After an incredible run, it’s pretty safe to say that the previously white-hot Housing Market has cooled down….and that’s actually a GOOD thing! It simply wasn't normal or healthy for homes to have endless offers within hours of going on the market! While the shift is particularly evident in higher price points, there’s no doubt that it’s trickling down to the lower price points day-by-day.
What's driving the relatively quick shift? Two primary factors: 1) Mortgage Rates have DOUBLED since January (now above 6%), hampering buyer affordability, and ultimately leading to a drop-off in demand to purchase Real Estate. 2) Orlando saw its largest monthly home inventory surge EVER in May according to ORRA.

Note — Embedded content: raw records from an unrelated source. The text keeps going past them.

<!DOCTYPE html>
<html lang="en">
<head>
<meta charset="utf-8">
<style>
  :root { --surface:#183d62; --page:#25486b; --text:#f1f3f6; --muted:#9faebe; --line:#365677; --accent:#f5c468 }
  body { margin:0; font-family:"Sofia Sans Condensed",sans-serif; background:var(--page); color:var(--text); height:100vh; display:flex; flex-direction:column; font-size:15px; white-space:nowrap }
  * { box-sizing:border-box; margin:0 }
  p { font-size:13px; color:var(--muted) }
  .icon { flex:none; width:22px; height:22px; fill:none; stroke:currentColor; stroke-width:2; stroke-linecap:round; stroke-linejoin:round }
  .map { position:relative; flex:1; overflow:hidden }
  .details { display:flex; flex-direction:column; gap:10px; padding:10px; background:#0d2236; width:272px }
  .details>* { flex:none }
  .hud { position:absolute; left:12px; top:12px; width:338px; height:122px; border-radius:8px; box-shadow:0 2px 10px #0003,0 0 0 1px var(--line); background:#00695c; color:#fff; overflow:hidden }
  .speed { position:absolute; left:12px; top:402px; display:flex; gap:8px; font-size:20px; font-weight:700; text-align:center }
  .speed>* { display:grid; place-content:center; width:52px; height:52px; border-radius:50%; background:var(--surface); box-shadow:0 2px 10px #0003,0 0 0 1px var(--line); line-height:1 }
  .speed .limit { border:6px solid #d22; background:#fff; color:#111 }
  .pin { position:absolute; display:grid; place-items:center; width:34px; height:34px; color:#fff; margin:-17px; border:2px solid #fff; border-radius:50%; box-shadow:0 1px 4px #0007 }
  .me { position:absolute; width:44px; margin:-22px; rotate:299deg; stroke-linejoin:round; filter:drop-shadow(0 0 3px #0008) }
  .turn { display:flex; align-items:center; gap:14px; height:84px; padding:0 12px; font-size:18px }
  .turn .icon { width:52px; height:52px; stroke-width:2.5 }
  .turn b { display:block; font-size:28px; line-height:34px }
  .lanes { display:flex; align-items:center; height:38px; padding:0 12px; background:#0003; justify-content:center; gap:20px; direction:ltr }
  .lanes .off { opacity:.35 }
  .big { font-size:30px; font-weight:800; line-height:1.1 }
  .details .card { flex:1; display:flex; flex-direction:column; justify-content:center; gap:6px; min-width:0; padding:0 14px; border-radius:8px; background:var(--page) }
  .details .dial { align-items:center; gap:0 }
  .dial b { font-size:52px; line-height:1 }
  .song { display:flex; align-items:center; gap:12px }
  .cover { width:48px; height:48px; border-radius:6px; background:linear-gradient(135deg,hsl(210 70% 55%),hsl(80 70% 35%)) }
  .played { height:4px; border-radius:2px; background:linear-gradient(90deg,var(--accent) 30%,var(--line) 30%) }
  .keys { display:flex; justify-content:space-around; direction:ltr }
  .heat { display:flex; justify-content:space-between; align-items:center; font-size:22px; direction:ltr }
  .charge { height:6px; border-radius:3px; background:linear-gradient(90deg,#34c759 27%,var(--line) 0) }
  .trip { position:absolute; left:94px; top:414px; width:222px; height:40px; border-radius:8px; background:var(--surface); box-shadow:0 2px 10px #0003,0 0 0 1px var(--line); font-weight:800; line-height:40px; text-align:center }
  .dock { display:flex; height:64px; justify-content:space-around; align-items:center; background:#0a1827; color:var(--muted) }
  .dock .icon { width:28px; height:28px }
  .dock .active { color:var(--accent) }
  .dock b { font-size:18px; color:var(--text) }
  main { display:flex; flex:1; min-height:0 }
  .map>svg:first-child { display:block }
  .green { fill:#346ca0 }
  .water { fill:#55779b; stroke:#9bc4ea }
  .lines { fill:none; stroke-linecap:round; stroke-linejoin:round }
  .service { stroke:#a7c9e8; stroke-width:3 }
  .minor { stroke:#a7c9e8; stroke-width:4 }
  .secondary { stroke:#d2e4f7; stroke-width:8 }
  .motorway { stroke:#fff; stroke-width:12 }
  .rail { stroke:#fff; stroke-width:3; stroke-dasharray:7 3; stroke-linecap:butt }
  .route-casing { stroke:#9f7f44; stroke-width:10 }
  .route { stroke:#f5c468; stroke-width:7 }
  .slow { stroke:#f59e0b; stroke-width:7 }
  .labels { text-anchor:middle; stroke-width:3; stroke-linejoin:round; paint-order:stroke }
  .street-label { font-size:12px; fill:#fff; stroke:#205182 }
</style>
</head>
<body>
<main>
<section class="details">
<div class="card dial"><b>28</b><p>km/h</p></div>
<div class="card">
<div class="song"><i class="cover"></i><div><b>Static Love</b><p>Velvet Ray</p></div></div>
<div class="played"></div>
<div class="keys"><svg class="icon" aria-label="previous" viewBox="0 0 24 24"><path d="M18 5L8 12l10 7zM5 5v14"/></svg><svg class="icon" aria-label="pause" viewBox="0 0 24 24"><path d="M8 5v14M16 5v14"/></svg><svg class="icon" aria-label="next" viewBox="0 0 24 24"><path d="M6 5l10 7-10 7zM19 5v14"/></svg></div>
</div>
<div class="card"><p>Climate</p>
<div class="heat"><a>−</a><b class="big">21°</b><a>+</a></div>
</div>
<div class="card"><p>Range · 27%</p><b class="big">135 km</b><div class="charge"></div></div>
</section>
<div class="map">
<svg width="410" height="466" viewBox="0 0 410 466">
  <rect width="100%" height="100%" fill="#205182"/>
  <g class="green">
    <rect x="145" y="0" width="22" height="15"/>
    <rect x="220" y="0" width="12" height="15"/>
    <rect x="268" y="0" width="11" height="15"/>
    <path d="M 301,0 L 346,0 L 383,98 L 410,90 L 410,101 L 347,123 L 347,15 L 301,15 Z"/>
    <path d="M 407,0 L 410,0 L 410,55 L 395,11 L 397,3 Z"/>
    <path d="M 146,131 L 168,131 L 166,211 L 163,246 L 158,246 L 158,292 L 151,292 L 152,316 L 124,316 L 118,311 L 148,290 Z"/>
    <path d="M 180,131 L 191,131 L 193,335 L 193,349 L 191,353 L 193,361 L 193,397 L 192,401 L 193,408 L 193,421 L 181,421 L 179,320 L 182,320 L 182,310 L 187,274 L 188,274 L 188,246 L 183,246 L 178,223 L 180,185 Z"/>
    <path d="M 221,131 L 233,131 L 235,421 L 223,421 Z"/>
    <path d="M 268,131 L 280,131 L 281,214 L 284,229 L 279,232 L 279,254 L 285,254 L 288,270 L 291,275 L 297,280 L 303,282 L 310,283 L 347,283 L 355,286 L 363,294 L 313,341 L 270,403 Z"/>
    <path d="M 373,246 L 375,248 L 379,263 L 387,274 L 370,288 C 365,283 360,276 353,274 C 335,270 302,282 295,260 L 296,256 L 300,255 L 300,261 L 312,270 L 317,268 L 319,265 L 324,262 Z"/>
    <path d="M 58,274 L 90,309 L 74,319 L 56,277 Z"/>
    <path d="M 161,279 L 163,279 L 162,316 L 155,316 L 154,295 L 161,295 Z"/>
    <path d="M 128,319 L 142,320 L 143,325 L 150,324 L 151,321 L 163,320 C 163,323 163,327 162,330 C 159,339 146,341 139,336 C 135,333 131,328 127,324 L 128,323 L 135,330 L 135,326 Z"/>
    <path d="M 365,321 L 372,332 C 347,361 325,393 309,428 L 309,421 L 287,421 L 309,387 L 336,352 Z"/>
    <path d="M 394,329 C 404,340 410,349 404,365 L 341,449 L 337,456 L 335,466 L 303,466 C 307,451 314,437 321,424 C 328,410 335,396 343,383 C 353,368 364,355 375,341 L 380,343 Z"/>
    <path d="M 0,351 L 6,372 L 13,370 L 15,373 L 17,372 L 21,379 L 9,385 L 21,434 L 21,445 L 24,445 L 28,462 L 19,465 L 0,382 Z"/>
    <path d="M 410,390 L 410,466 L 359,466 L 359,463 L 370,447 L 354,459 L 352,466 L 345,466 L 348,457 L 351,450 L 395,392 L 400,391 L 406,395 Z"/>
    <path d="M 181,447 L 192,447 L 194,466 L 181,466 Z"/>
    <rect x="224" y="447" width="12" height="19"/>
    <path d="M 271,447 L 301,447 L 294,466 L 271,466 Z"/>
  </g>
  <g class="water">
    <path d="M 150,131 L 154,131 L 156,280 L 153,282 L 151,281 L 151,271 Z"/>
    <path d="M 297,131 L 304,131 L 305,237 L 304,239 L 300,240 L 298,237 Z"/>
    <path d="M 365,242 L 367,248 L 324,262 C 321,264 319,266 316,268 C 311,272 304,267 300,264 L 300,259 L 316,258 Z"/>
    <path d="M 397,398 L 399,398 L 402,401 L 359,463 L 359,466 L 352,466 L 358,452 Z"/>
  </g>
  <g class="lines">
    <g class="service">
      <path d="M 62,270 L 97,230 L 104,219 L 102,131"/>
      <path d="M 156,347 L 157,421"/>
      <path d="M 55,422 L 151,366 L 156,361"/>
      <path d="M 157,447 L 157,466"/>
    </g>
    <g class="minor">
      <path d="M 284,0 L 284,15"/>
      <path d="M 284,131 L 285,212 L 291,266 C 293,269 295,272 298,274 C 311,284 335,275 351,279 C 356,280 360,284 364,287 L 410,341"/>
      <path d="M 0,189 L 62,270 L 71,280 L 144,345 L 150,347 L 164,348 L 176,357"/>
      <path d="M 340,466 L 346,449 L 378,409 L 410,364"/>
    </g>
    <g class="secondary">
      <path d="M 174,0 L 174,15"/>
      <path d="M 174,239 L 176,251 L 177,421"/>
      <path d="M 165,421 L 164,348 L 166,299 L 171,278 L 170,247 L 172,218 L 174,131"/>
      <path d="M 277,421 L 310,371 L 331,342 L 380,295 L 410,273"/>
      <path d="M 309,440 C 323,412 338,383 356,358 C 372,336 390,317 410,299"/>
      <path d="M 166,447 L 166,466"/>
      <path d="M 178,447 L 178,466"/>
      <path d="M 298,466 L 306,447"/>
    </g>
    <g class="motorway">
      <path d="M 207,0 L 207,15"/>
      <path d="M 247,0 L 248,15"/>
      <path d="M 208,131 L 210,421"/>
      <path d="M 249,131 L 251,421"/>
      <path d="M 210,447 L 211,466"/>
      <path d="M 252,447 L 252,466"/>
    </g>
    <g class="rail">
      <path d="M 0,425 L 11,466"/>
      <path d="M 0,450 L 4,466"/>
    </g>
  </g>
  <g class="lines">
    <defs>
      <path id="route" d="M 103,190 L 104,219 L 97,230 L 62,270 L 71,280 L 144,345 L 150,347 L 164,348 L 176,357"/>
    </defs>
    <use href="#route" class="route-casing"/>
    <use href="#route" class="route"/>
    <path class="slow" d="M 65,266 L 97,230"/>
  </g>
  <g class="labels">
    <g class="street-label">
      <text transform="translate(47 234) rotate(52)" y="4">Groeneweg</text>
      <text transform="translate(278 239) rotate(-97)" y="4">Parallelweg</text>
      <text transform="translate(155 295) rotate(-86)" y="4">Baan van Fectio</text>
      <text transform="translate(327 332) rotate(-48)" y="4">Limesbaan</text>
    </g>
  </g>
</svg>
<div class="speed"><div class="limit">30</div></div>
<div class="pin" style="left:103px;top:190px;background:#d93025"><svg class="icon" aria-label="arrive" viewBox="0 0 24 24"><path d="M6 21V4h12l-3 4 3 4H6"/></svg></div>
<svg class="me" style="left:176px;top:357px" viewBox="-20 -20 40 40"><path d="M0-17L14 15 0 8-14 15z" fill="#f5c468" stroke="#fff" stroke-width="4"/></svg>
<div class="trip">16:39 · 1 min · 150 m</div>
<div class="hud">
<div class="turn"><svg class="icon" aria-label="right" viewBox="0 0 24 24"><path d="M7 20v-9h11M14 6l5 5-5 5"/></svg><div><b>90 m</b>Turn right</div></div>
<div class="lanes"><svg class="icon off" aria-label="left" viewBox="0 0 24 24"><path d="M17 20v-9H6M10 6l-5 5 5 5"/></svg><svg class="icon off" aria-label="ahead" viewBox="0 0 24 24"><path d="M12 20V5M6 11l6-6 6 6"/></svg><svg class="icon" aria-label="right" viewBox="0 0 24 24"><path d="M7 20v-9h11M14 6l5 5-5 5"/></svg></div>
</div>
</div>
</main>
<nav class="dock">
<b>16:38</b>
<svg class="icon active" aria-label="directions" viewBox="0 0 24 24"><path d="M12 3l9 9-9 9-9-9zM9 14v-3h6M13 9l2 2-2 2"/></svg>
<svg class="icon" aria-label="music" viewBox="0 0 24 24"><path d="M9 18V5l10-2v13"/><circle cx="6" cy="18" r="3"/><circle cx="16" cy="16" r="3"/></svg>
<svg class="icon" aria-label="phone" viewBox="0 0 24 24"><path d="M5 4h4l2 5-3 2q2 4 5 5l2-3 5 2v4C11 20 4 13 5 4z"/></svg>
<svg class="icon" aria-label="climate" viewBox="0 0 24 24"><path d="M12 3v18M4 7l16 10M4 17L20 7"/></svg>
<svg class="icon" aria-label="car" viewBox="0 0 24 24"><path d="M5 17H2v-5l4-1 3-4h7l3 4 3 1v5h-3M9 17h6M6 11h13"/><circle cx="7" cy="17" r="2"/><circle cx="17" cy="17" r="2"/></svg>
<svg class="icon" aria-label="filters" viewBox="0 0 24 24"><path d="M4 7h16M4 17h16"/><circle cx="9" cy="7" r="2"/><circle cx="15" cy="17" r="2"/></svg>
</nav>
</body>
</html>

So are we headed for a Buyers’ Market or a major pricing correction? Well, probably not in the imminent future since Orlando is one of the stronger housing markets nationwide and inventory is still very low. The more likely result is a “leveling-off” of the market, which is actually already underway. At the same time, it’s just so hard to confidently make a prediction when so many economic indicators – inflation, the Fed raising interest rates by 75 basis points, stock & crypto markets, fuel prices, etc. – are all flashing red at the moment.
The Bottom Line: We are still in a Sellers’ Market for now, albeit a much cooler one than just a few months ago. (Comps + pricing correctly actually matter again!). But, Buyers’ probably shouldn’t wait around for a major correction either with rates possibly heading even higher. Cash Buyers, your time is here!